The likely scratching of Rhyno Chaser would pave the way for the Rick Worthington-trained Whitefriars to secure a start after it was named first emergency.

Larry Cassidy has been booked to partner Whitefriars while Corey Brown rides Baci Amore for David Payne. Duporth (Hugh Bowman) and Dreamscape (Nash Rawiller) complete the Sydney-based team contesting the $1 million race.

Meanwhile, Lees said Samantha Miss, which he declared to be "short enough now in the market for the Cox Plate" would travel to Melbourne on Friday night and arrive early Saturday morning at the stables of Ross McDonald, who prepares Cox Plate favourite Weekend Hussler.

"She'll have the rest of the weekend to settle in down there and then it is a matter of her holding her form," Lees said. "I'm under no illusions, it's a huge ask to get her down there and win a Cox Plate as a three-year-old filly. You've got to go back to Surround in 1976 to find another that's won it."

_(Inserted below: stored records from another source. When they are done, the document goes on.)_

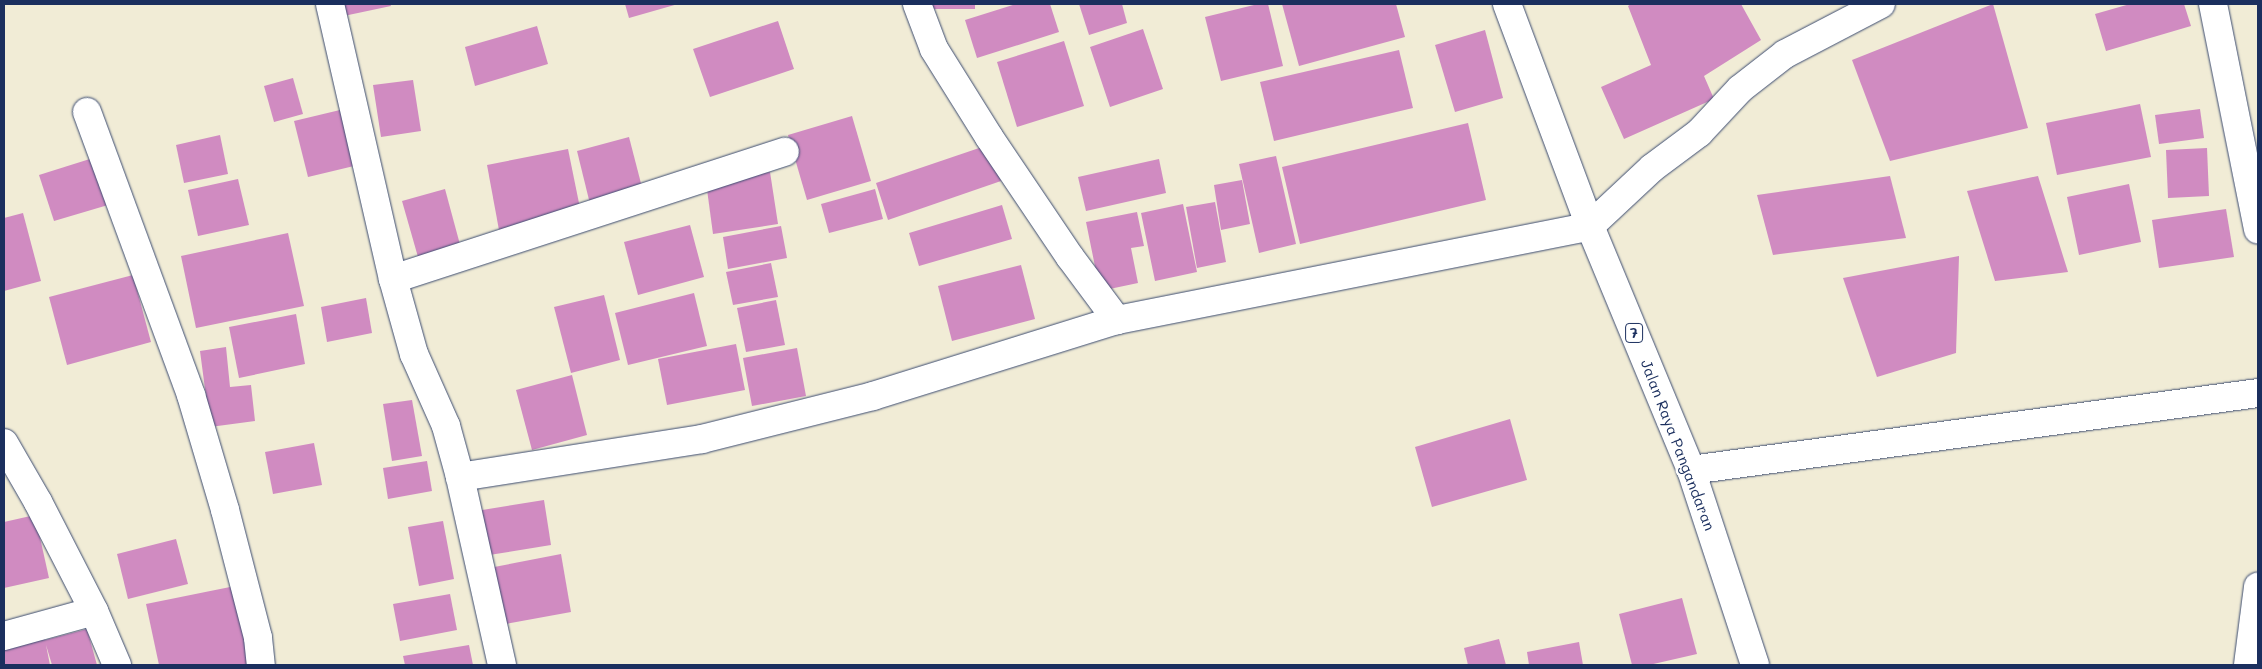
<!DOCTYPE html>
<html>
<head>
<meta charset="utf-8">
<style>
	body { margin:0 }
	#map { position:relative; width:2262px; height:669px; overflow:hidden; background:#f1ecd6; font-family:Mali,sans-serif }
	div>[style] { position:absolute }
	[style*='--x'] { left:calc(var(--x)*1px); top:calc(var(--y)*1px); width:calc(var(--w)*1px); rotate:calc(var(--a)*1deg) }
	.building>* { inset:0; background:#d08bc1 }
	.roads { filter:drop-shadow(0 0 1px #3b4b70) drop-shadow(0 0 1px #3b4b70) }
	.minor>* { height:28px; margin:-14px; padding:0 14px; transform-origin:14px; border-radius:14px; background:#fff }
	.highway>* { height:28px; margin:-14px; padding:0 14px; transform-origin:14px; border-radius:14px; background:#fff }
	span { translate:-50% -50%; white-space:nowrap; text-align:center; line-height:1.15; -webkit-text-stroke:5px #fff; paint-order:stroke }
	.shield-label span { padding:1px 4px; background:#fff; border:1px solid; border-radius:4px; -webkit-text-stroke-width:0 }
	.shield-label { font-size:14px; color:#1b2f5e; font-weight:700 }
	.street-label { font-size:15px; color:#1b2f5e }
	.frame { position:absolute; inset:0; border:5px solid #1b2f5e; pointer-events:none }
</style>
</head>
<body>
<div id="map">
	<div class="building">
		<div style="clip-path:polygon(337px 4px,390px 4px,391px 6px,339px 17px)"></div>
		<div style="clip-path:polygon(625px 4px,678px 4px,629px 18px)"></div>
		<div style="clip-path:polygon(932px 4px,975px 4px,975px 9px,932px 9px)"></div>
		<div style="clip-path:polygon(1016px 4px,1050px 4px,1059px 32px,977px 58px,965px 20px)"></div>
		<div style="clip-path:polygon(1079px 4px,1122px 4px,1127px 23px,1089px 35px)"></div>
		<div style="clip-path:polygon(1258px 4px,1268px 4px,1283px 66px,1221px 81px,1205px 17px)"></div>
		<div style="clip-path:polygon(1282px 4px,1396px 4px,1405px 37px,1299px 66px)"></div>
		<div style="clip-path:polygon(1631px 4px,1741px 4px,1761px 40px,1704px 76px,1714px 99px,1624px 139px,1601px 87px,1651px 65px,1628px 6px)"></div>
		<div style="clip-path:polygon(1993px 4px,2028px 128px,1890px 161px,1852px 60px)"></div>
		<div style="clip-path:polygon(2130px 4px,2184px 4px,2191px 26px,2106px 51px,2095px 14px)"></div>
		<div style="clip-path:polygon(778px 21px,794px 69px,710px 97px,693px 49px)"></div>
		<div style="clip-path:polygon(537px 26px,548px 64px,475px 86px,465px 47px)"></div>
		<div style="clip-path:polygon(1143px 29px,1163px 89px,1110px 107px,1090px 47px)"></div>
		<div style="clip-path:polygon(1485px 30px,1503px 98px,1455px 112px,1435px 45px)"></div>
		<div style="clip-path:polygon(1064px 41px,1084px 106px,1017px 127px,997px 62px)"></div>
		<div style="clip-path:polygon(1399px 50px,1413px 108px,1274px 141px,1260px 82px)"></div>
		<div style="clip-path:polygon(293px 78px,303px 114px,274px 122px,264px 86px)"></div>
		<div style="clip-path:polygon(413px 80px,421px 131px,381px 137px,373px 85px)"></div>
		<div style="clip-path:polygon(2140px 104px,2151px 157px,2057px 175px,2046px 123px)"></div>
		<div style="clip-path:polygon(2200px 109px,2204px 138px,2159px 144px,2155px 115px)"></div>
		<div style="clip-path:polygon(340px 110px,354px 166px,308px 177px,294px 121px)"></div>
		<div style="clip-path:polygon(852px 116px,871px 181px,807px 200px,788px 135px)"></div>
		<div style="clip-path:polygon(1468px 123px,1486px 200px,1300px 244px,1282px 167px)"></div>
		<div style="clip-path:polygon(220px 135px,228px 174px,184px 183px,176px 145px)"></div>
		<div style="clip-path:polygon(629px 137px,644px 195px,591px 208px,577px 151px)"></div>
		<div style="clip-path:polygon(988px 145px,1001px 181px,888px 220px,876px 183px)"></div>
		<div style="clip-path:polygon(2207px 148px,2209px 196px,2168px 198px,2166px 150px)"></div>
		<div style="clip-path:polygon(568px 149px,581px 213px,499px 230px,487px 165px)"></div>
		<div style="clip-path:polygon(1276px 156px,1296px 244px,1259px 253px,1239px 164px)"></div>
		<div style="clip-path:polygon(93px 158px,108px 205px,54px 221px,39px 175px)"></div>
		<div style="clip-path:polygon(1159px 159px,1166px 193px,1086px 211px,1078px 177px)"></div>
		<div style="clip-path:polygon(770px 172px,778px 224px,713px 234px,706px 182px)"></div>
		<div style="clip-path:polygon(1890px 176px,1906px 238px,1773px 255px,1757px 195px)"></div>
		<div style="clip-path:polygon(2038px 176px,2068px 272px,1995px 281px,1967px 191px)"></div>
		<div style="clip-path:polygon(238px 179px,249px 225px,198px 236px,188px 190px)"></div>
		<div style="clip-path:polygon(1242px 180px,1250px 224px,1221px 230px,1214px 185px)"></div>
		<div style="clip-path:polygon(2129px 184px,2141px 242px,2079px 255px,2067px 197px)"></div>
		<div style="clip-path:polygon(445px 189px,462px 252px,420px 264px,402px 201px)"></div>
		<div style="clip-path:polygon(875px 189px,883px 219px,829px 233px,821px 204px)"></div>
		<div style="clip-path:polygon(1215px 202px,1226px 262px,1197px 268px,1186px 207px)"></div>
		<div style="clip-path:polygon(1183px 204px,1197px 272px,1155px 281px,1141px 213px)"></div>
		<div style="clip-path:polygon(1002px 205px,1012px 239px,919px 266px,909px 233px)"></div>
		<div style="clip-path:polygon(2226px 209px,2234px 257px,2159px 268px,2152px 220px)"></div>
		<div style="clip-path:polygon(1137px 212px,1144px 246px,1131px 248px,1138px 283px,1100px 291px,1086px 222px)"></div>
		<div style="clip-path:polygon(23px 213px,41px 281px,4px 291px,4px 218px)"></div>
		<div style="clip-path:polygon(690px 225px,704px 277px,638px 295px,624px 242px)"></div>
		<div style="clip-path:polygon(781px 226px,787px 258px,728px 269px,723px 237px)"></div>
		<div style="clip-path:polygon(288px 233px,304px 306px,196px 328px,181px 256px)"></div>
		<div style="clip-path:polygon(1959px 256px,1956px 353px,1877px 377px,1843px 278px)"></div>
		<div style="clip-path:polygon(771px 263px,778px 297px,733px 305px,726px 272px)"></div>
		<div style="clip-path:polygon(1021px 265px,1035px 319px,952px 341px,938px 286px)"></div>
		<div style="clip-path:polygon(133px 275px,151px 342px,67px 365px,49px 297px)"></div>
		<div style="clip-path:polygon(694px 293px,707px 346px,628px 365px,615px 313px)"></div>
		<div style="clip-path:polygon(604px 295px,620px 360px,571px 373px,554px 307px)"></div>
		<div style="clip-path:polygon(366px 298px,372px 333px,327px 342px,321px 307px)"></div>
		<div style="clip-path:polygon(776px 300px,785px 345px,746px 352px,737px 308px)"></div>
		<div style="clip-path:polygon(296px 314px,305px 364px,239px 378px,229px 327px)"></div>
		<div style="clip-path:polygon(736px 344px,745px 390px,667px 405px,658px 359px)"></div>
		<div style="clip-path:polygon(226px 347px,230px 387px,251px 385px,255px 421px,210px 427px,200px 351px)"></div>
		<div style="clip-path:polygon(797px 348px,806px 396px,752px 406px,743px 358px)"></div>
		<div style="clip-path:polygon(572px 375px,587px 435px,532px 450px,516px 390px)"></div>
		<div style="clip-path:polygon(412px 400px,422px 456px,392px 461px,383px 404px)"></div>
		<div style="clip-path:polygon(1510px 419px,1527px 480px,1432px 507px,1415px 447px)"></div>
		<div style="clip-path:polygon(314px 443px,322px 485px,273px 494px,265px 452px)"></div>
		<div style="clip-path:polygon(427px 461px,432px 491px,388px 499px,383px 468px)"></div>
		<div style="clip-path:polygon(544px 500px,551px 545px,483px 556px,476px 511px)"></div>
		<div style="clip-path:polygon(35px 515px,49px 578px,4px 588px,4px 522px)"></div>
		<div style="clip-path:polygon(443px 521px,454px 579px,419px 586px,408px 527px)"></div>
		<div style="clip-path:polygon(176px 539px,188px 584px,128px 599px,117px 554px)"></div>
		<div style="clip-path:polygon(561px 554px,571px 612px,500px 625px,489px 568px)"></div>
		<div style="clip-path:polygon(235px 586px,250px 664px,159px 665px,146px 604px)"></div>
		<div style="clip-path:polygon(450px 594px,457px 630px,400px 641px,393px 604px)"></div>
		<div style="clip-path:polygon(1682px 598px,1697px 654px,1649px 665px,1632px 665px,1619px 614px)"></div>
		<div style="clip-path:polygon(87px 629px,97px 665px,52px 665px,46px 645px,50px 665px,4px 665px,4px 644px,44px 635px,45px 640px)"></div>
		<div style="clip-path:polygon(1499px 639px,1506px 665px,1468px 665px,1464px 648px)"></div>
		<div style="clip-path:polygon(1579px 642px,1583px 665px,1529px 665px,1527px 652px)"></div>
		<div style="clip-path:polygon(469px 645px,473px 665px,405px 665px,403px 656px)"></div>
	</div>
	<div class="roads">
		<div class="minor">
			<div style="--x:330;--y:4;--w:282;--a:77.1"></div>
			<div style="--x:393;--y:279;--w:78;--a:74.4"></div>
			<div style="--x:414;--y:354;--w:79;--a:66"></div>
			<div style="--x:446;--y:426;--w:53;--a:74.6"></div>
			<div style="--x:460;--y:477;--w:193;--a:77.4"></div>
			<div style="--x:917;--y:4;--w:48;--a:69.3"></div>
			<div style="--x:934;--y:49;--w:104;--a:58"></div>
			<div style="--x:989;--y:137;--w:145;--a:56"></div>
			<div style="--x:1070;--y:257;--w:79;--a:53.3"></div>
			<div style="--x:2213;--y:4;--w:230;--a:78.7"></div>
			<div style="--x:87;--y:112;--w:302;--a:69.8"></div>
			<div style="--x:191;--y:395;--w:120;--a:73.5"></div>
			<div style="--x:225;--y:510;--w:132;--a:75.5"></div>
			<div style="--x:258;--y:638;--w:27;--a:84"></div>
			<div style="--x:393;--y:279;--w:412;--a:-18"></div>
			<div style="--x:4;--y:443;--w:68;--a:60"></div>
			<div style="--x:38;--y:502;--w:123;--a:62.8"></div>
			<div style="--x:94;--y:611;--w:59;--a:66.9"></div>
			<div style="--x:1691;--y:470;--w:572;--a:-7.73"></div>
			<div style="--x:460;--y:477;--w:245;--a:-8.9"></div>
			<div style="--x:702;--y:439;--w:176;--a:-14.1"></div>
			<div style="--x:873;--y:396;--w:256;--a:-17.3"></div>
			<div style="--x:1117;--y:320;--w:482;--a:-11.2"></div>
			<div style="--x:1590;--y:226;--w:85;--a:-43.1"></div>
			<div style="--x:1652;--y:168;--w:59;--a:-36.7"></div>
			<div style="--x:1699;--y:133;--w:60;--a:-47"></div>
			<div style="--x:1740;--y:89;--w:57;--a:-37.9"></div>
			<div style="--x:1785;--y:54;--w:108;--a:-27.5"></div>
			<div style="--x:4;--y:636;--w:93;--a:-15.5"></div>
			<div style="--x:2248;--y:665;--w:79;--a:-82.7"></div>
		</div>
		<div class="highway">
			<div style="--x:1507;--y:4;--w:237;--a:69.5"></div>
			<div style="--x:1590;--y:226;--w:264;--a:67.5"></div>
			<div style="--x:1691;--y:470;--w:205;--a:71.8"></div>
		</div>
	</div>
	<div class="shield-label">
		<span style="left:1634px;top:333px">7</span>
	</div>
	<div class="street-label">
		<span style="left:1678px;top:445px;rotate:69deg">Jalan Raya Pangandaran</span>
	</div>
	<div class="frame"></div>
</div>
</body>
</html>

McDonald said Weekend Hussler had pulled up well since his unplaced effort as an odds-on favourite in the Turnbull Stakes last weekend and said the defeat had been put down to "probably the bad barrier and a bit of pilot error".

"He worked a mile and a half this morning and Les [Beer, his work rider] said it's the best he's worked," McDonald said.